Some of the other evidence is philosophical. One bit of it surfaces in Flew’s analysis of the discussion of the origins of the universe. By the universe Flew means the whole shooting match: the expanding universe of 100 billion, 200 billion or even 500 billion galaxies, depending on which source you are using.

Flew also means all of life including all those reproducing creatures. Plus he means the ability of human beings to experience pleasure and pain, beauty and degradation, truth and falsehood, wonder and cynicism.

Billions of people around the planet believe that a creator, powerful and possessing a mind, created the universe. We naturally, innocently and quite justifiably feel that the patterns we see in the biological world, in physics, in music and in the mathematics that help us understand just about everything, are evidence that the universe is not a random item, but that it is designed and created by a god.

He is more than a mind. His mindedness might not even be his most prominent quality. But he is at least a being with a mind.

Flew shows how the greats in physics and other disciplines saw in their fields of study the mind of God. These scientists include Albert Einstein, Max Planck, Werner Heisenberg, Charles Darwin and many others.

Still, atheism appeals to some of us. That means that we put on the table explanations for the existence of the universe that do not include a god.

Atheist theories about the cause and source of everything are it turns out, few in number. There are really just three. The first recognizes that the chances of a universe arising that could generate the exquisite patterns that we see and that could give birth to life are staggeringly tiny. The way around this difficulty is to theorize that our universe is one of millions, ours being one of those that by chance is highly patterned and that generates living organisms.

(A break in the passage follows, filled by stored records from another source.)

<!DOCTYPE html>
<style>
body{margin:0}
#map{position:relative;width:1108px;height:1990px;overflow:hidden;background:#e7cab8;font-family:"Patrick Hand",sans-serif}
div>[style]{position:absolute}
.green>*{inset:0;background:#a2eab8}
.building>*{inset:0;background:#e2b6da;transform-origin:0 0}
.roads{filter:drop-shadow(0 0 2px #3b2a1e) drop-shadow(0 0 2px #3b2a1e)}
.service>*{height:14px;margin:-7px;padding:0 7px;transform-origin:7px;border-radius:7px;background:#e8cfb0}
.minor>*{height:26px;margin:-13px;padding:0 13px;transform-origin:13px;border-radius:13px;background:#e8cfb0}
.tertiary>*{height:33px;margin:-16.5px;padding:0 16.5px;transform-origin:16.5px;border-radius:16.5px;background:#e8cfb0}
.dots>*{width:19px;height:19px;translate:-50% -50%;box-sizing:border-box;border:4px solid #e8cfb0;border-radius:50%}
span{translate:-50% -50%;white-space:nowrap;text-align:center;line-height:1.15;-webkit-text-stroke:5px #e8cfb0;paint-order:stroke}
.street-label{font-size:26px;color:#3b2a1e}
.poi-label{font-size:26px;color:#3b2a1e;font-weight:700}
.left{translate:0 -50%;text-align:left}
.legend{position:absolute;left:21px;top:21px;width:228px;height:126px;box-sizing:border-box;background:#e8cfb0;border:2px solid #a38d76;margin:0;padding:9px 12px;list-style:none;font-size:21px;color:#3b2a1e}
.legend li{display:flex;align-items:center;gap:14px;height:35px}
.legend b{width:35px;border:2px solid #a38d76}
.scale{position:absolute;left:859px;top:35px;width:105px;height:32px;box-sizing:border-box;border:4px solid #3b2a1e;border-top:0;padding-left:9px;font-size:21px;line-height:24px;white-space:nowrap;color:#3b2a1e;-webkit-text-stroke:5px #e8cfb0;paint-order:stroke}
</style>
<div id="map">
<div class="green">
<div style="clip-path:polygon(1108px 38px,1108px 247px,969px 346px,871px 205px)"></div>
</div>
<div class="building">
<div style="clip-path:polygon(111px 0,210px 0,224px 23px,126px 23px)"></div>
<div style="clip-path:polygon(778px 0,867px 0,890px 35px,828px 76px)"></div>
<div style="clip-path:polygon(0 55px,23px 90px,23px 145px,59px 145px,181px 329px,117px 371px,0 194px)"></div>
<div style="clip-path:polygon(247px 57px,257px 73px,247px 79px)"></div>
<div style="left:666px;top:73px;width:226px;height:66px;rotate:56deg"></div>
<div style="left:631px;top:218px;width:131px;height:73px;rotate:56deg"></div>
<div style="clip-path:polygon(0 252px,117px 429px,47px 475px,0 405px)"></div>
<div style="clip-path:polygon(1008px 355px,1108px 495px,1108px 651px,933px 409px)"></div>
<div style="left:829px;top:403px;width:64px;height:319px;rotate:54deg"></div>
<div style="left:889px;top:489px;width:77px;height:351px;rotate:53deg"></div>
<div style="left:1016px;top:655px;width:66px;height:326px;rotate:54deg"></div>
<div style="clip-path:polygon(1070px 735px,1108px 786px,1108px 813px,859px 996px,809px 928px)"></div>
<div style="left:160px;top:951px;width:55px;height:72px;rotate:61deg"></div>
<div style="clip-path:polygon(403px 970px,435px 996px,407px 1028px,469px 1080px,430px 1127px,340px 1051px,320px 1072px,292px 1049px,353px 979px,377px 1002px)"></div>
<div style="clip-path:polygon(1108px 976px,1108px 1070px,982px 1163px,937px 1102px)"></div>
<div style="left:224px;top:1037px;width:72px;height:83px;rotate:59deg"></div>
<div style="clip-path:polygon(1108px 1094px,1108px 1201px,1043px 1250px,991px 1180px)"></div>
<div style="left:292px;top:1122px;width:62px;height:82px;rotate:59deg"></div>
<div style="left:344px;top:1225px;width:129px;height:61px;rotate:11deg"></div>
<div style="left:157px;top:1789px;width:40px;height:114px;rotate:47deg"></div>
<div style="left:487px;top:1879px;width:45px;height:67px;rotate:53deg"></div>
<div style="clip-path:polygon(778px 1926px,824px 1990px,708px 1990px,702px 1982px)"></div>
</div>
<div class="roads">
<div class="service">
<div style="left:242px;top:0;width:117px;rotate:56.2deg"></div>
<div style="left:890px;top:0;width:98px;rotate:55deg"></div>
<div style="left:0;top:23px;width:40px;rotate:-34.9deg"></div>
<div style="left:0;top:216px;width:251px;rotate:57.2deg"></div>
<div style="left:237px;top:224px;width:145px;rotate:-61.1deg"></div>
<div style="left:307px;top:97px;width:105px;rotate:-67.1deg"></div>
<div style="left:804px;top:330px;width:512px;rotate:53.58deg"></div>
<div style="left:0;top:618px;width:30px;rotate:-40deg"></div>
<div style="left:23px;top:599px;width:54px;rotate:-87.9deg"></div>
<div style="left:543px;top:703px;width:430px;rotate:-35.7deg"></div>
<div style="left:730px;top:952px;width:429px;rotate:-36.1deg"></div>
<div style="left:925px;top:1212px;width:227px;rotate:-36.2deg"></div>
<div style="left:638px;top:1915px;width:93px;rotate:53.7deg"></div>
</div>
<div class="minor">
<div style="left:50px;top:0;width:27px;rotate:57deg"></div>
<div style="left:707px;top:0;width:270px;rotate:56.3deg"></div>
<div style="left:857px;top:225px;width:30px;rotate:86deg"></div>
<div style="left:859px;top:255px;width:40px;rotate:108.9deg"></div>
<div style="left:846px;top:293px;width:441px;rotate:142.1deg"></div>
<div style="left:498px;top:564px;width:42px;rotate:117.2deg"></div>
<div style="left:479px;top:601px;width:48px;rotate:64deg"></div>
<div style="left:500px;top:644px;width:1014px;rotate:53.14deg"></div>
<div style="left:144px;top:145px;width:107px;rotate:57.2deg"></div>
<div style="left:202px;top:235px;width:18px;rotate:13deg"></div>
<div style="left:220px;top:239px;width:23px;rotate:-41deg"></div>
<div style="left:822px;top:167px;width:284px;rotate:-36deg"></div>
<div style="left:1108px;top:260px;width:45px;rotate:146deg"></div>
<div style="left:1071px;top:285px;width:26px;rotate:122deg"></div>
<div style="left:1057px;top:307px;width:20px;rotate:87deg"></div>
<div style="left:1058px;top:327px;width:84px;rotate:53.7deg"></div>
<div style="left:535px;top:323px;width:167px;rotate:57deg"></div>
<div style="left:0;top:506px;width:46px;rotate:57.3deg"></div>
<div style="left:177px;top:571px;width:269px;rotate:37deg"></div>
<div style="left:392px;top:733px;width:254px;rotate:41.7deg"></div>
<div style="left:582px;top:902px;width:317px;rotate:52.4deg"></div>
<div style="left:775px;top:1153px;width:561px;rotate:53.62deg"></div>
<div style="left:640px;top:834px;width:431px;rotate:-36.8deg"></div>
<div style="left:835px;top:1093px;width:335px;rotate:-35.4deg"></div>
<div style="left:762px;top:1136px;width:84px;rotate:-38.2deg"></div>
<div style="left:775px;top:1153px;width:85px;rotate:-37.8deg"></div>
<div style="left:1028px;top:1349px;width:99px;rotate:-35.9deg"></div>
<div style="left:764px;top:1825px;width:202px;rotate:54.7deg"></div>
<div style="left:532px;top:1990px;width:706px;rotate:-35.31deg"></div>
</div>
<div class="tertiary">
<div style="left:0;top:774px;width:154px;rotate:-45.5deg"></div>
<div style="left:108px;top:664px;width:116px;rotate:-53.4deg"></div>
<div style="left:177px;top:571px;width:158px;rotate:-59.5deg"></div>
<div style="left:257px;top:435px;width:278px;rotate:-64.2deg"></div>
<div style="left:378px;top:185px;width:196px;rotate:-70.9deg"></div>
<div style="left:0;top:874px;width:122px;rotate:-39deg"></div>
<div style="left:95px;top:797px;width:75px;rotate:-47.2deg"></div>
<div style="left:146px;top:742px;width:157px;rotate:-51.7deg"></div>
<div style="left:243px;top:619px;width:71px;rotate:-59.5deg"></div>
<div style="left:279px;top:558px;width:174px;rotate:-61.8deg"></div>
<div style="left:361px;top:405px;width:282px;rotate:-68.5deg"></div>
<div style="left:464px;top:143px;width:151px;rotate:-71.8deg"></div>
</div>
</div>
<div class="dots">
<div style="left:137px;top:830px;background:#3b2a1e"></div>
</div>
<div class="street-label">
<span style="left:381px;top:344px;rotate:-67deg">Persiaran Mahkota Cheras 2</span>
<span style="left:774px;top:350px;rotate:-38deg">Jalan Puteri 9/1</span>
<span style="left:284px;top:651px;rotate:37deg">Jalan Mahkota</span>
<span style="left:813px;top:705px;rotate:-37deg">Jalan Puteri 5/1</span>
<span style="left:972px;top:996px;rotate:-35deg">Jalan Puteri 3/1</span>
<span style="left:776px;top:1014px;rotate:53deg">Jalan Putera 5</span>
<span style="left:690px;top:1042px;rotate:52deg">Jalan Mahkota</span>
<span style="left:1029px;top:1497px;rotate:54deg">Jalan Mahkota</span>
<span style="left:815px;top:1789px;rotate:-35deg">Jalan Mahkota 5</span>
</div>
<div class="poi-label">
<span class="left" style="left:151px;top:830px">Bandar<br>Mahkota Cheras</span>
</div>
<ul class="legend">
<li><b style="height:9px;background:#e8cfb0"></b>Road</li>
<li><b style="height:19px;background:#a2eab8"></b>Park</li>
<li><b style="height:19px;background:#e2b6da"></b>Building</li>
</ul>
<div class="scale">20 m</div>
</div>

Such theorizing however, is purely a work of the imagination. By definition we could never discover another universe because there the laws of physics would be different from ours making it impossible to have any contact.

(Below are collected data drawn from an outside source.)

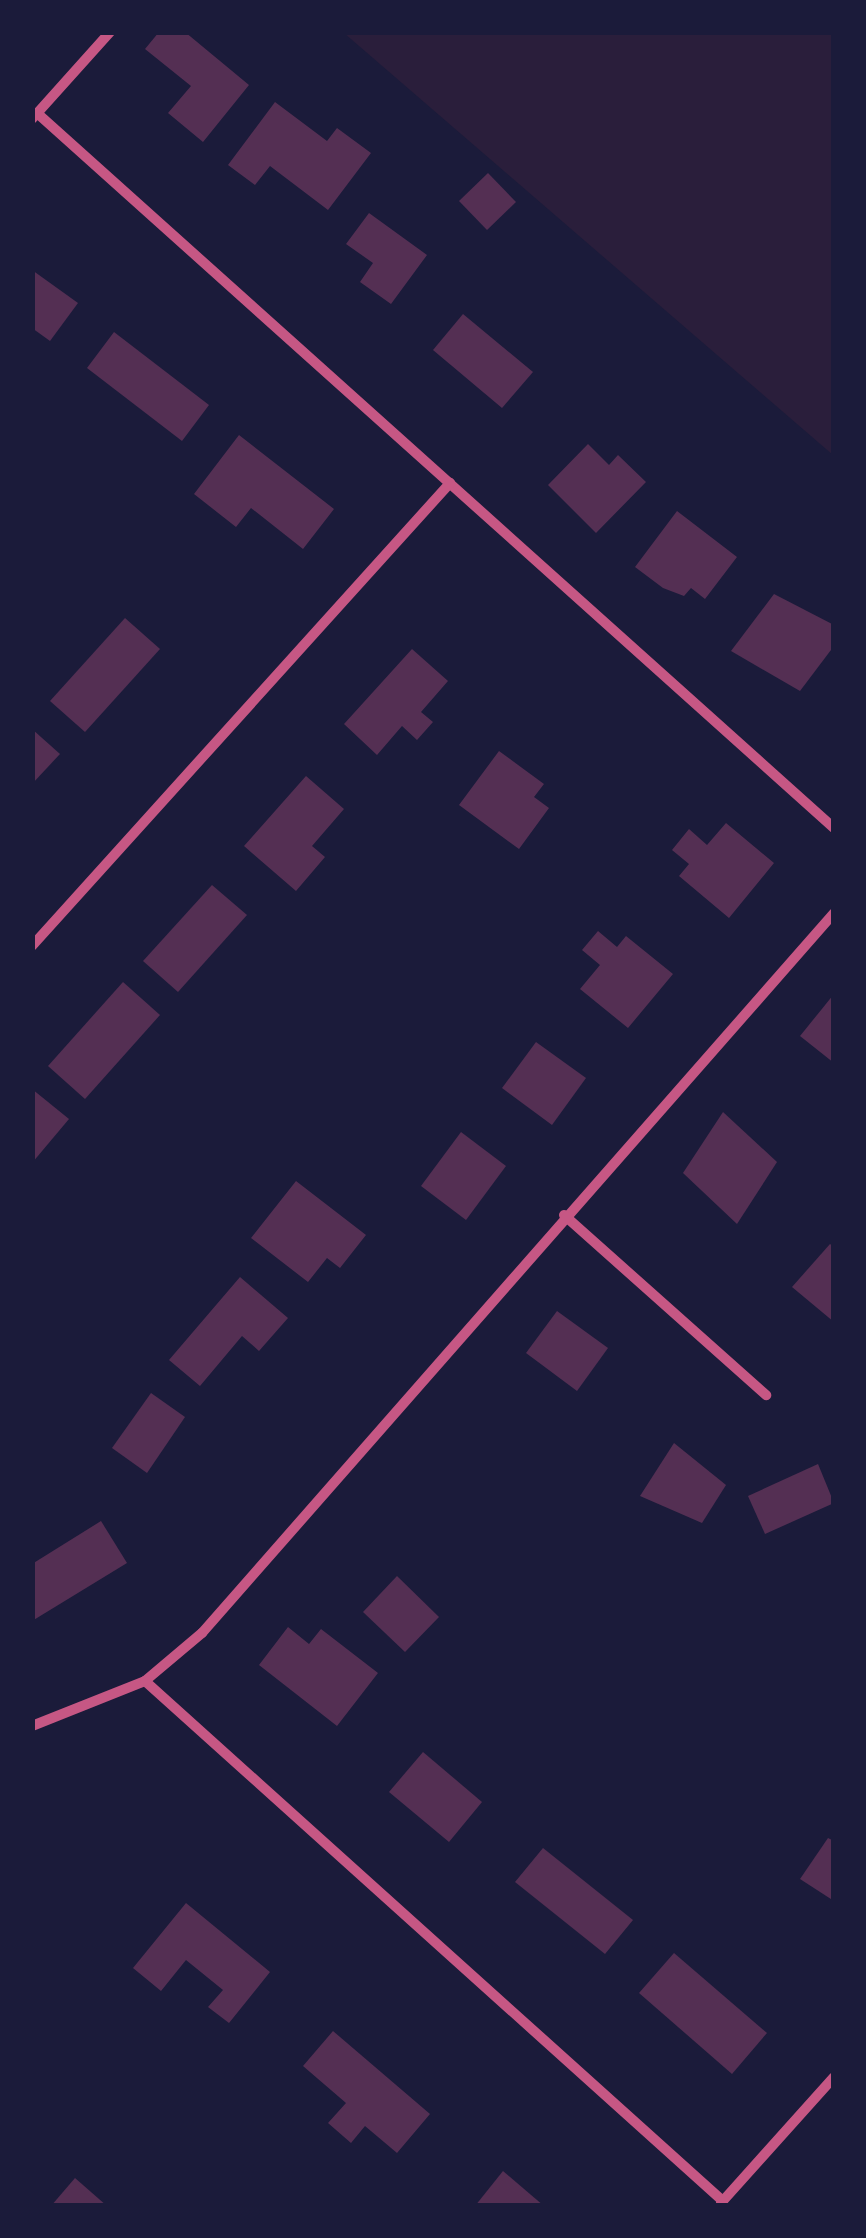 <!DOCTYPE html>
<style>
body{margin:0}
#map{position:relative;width:866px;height:2238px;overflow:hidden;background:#1b1b3a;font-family:"Varela Round",sans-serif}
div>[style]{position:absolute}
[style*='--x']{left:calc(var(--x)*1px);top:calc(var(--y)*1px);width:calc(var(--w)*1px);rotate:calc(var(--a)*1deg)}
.green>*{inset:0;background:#2a1e3b}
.building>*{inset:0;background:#542f53}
.minor>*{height:10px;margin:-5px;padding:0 5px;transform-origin:5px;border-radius:5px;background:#c65784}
span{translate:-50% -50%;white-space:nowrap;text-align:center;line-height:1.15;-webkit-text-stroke:10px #1b1b3a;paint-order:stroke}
.frame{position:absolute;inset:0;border:35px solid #1b1b3a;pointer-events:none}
</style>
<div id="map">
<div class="green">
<div style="clip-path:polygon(344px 33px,833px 33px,833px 455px)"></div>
</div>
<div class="building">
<div style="clip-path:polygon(159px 32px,185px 32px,249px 85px,203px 142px,168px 113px,191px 86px,145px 49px)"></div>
<div style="clip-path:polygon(275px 102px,327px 141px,337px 128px,371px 153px,328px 210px,270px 166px,255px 185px,228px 165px)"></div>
<div style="clip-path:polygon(488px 173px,516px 202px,487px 230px,459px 201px)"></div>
<div style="clip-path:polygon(369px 213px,427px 255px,391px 304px,360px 282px,373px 263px,346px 244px)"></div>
<div style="clip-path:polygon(32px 270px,78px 303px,50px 341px,32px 328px)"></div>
<div style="clip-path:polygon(463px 314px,533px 372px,502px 408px,433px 350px)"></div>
<div style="clip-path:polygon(114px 332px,209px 405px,182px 441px,87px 368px)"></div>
<div style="clip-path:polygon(239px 435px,334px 509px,303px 549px,251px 508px,236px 527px,194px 494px)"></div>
<div style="clip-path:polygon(588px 444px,609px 465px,618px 455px,646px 482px,596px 533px,548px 485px)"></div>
<div style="clip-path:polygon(677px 511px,737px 557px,705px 599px,691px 588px,684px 596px,663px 588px,635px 567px)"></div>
<div style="clip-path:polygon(774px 594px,834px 625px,834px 646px,800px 691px,731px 651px)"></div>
<div style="clip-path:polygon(125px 618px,160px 649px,85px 732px,50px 701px)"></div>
<div style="clip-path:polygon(412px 649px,448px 681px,421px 712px,433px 722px,417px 740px,402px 726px,377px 755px,344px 724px)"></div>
<div style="clip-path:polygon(32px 729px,60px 754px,32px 784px)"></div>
<div style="clip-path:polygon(499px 751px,544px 784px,534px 797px,549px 808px,519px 849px,459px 805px)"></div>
<div style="clip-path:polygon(306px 776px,344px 809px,312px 846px,325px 857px,296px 891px,244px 846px)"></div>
<div style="clip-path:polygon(726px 823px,774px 863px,729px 918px,679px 876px,689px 864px,672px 850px,689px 829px,707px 845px)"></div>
<div style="clip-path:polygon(212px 885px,247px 915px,178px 992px,143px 961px)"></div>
<div style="clip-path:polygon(598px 931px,617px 947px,626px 936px,673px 974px,628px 1028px,580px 989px,600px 965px,582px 950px)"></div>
<div style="clip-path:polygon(123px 982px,160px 1015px,85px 1099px,48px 1066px)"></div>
<div style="clip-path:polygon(834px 994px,834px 1063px,800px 1036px)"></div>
<div style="clip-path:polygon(536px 1042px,586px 1078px,552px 1125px,502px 1088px)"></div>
<div style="clip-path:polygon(32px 1089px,69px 1119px,32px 1163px)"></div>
<div style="clip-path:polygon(723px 1112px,777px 1162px,737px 1224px,683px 1173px)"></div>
<div style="clip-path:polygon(461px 1132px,506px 1166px,466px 1220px,421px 1186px)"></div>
<div style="clip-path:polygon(296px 1181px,366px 1235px,340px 1268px,327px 1258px,308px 1282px,251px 1238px)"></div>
<div style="clip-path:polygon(830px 1244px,834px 1247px,834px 1322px,792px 1287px)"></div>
<div style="clip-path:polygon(240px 1277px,288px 1318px,259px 1351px,242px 1336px,200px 1386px,169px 1360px)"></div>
<div style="clip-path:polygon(557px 1311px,608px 1348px,577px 1391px,526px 1353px)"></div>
<div style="clip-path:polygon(151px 1393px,185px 1417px,147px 1473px,112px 1448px)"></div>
<div style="clip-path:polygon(674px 1443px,726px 1485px,702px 1523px,640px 1496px)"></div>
<div style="clip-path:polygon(818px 1464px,834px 1503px,765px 1534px,748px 1496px)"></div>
<div style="clip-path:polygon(101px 1521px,127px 1563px,32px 1621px,32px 1564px)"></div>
<div style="clip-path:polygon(397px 1576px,439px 1617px,405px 1652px,363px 1612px)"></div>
<div style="clip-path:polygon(288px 1627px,309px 1644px,321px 1629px,378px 1673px,337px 1726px,259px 1665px)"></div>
<div style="clip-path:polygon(423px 1752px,482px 1802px,449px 1842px,389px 1792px)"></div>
<div style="clip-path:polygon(828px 1838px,834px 1841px,834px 1901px,800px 1879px)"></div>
<div style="clip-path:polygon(543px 1848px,633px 1920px,605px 1954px,515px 1882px)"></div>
<div style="clip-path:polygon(186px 1903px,270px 1972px,229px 2023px,208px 2007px,223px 1990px,186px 1960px,161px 1991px,133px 1968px)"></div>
<div style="clip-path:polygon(674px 1953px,767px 2033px,732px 2074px,639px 1993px)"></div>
<div style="clip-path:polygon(333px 2031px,430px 2114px,397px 2153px,365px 2126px,351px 2143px,328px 2123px,346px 2103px,303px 2066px)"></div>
<div style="clip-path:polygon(503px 2171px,544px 2206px,475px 2206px)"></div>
<div style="clip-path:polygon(75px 2178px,107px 2206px,51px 2206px)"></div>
</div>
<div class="minor">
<div style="--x:37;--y:113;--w:1071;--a:41.9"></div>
<div style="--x:32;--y:119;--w:117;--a:-48.1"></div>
<div style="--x:32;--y:946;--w:624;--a:-47.92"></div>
<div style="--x:564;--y:1215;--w:271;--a:41.7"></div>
<div style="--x:145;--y:1681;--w:777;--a:41.98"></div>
<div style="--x:32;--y:1726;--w:122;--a:-21.7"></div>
<div style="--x:145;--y:1681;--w:75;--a:-40.1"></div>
<div style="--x:202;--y:1633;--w:958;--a:-48.72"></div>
<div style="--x:721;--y:2203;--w:169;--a:-48.1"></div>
</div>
<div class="frame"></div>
</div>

Flew considers the notion of multiple universes “a truly desperate alternative” to avoid the idea of God. He compares it to a schoolboy whose teacher does not believe a dog ate his homework. So the schoolboy changes the story to include a pack of dogs, too many to count, one of which snacked on his homework.

The second alternative is to theorize that the universe has always existed on the basis of its own laws. And that’s it. We can’t explain it. We just accept it. However, this is an incredibly unsatisfying view. That is because everything we see in the universe is caused by something else. It is not possible to conceive of one thing that does not have multiple causes. It is even more difficult to conceive an entire universe that is completely obedient to the laws of causality but remains itself, somehow, as a whole, uncaused.

It says in the video series, Cosmos: A Spacetime Odyssey, that our universe started as a big bang from something like one atom. That must have been one butt-kicking impressive atom. For it contained the genetic material for the patterned web of galaxies we see and all the wonders therein.

And what caused it to exist? No matter how far you push backwards into the history of the universe that question remains. As well, the question of apparent design never fades.

The third alternative is that the universe originated from nothing. This sounds either profound or crazy. As it turns out though, when people say that the universe came from nothing, they don’t really mean it.

Flew writes, “The ‘nothing’ is in certain instances a chaotic space-time foam with fantastically high energy density. The nothing they speculate about always has some energy, some entity. So, this is a theory that isn’t what it appears to be.” Nothing can come from nothing. Unbelievable as that may sound to some, it is apparently true.

The universe doesn’t prove that God exists. In the end, the claim we can make is little more modest. But it’s still a pretty good claim. We can claim that the best explanation – not the only but the best explanation – for why our universe exists is God. If that is true, we are possibly in the middle of a ride that is more amazing than we usually think.